More details have emerged on the Samaritan Hospital breach discussed previously on this blog. Bob Gardinier of the Times Union reports:
Two nurses are targets of the investigation into the illegal access of 23 medical records belonging to jail personnel and some outside private individuals, including employees’ family members and, in one case, a neighbor of a jail guard, county officials have confirmed.
You can read excerpts from the notification letter in his report on the Times Union.

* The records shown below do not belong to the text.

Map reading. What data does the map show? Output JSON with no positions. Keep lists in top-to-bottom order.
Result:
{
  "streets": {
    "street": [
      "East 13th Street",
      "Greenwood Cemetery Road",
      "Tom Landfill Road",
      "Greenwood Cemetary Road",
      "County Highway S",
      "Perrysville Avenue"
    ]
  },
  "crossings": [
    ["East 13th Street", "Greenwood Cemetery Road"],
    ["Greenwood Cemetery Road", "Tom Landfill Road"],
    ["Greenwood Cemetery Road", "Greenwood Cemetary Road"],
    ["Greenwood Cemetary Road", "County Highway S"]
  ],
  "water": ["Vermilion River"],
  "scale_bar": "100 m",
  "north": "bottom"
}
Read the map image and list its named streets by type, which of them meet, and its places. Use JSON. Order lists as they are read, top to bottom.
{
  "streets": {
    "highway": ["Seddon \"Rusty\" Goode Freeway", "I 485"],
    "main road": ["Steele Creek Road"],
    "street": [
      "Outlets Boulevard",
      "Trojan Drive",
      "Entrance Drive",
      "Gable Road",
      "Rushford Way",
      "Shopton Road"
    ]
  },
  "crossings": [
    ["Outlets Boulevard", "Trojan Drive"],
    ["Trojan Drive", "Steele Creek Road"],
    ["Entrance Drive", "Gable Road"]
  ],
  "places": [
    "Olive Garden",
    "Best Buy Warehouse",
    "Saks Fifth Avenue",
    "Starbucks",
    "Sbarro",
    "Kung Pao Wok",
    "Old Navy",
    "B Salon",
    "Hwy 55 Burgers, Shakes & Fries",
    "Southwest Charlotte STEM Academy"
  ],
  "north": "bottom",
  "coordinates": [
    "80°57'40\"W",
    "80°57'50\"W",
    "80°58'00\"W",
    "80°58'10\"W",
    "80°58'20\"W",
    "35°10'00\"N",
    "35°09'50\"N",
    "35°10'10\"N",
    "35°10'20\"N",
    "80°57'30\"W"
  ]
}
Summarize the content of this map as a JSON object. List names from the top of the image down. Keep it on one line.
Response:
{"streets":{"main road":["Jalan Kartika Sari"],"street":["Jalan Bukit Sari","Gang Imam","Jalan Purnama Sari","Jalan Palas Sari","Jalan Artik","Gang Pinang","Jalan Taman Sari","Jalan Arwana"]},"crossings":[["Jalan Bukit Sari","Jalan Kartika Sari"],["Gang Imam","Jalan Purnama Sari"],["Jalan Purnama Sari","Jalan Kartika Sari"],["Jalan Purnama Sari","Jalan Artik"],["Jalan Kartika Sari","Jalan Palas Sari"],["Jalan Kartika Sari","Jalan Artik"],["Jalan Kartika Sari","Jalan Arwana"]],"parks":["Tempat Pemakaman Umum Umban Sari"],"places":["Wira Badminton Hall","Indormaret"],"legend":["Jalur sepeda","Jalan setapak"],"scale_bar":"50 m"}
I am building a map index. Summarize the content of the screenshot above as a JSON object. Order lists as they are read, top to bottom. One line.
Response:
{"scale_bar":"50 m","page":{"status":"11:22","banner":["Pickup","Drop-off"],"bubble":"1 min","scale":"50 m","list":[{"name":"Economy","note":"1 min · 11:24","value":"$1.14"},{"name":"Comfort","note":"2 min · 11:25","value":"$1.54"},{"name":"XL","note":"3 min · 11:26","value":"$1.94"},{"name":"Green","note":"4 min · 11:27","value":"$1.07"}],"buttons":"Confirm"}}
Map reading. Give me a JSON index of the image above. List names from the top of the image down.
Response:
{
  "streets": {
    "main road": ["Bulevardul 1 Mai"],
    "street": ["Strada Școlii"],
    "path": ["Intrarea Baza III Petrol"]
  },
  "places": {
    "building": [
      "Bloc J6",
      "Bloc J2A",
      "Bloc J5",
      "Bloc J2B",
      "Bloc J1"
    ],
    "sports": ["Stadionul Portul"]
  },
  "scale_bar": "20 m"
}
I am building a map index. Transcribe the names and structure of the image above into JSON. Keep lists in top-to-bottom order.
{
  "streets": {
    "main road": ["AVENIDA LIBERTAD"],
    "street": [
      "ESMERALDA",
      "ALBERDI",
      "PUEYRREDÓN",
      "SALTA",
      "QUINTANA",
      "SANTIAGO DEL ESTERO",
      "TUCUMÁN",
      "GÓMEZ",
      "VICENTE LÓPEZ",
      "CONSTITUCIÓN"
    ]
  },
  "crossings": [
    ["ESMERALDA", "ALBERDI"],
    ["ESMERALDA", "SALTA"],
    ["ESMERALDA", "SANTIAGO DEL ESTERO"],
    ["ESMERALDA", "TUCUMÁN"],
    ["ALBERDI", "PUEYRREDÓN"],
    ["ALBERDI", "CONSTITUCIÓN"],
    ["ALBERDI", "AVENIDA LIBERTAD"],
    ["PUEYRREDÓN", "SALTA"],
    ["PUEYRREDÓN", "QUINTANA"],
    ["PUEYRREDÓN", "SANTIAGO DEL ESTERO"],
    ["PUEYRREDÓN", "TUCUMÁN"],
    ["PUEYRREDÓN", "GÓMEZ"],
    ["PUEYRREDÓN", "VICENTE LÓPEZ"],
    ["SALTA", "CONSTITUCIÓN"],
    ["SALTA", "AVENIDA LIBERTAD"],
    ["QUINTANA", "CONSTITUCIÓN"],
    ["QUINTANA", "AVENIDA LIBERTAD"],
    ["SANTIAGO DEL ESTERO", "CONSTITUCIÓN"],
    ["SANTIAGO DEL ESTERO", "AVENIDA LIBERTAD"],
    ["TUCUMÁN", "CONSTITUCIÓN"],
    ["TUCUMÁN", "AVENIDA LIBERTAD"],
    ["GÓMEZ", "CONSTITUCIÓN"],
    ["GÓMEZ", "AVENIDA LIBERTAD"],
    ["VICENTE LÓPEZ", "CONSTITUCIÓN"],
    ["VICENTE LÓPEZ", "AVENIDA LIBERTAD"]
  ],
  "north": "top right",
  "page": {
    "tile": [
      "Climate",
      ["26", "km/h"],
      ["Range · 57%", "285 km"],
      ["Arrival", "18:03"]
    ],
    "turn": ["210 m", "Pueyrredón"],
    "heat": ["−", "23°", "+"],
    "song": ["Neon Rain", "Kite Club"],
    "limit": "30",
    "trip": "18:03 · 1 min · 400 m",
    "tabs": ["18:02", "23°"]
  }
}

The breaches reportedly started at some point in 2008 and continued until November 16, 2011, when the access was terminated. Hospital personnel reportedly did not adhere to good security practices as the password to access the network “was taped to a computer console in the nurses’ office or left in a drawer so it is possible that anyone with access to the office could have used it,” according to the county’s labor attorney.
Apparently, this wasn’t the end of breach problems for the hospital. Gardinier reports:
Last week, information surfaced that a jail guard may have breached medical information, or had someone do it for him, to find information about his neighbor’s child, who was bitten by the guard’s dog and treated in the emergency room.
Sheriff Jack Mahar has said that simultaneous internal and criminal investigations are under way.
There is still no explanation as to why the hospital needed to delay notification for so long. As I’ve indicated before, if the sheriff really asked them not to notify and they documented that with every extension requested, I think they may be in the clear as far as HITECH’s notification requirements, but of course, they may face serious inquiry as to how this went on for so long without being prevented or detected, and why, if so many people knew the password had been left lying around, the hospital seemingly neither knew nor stopped the practice.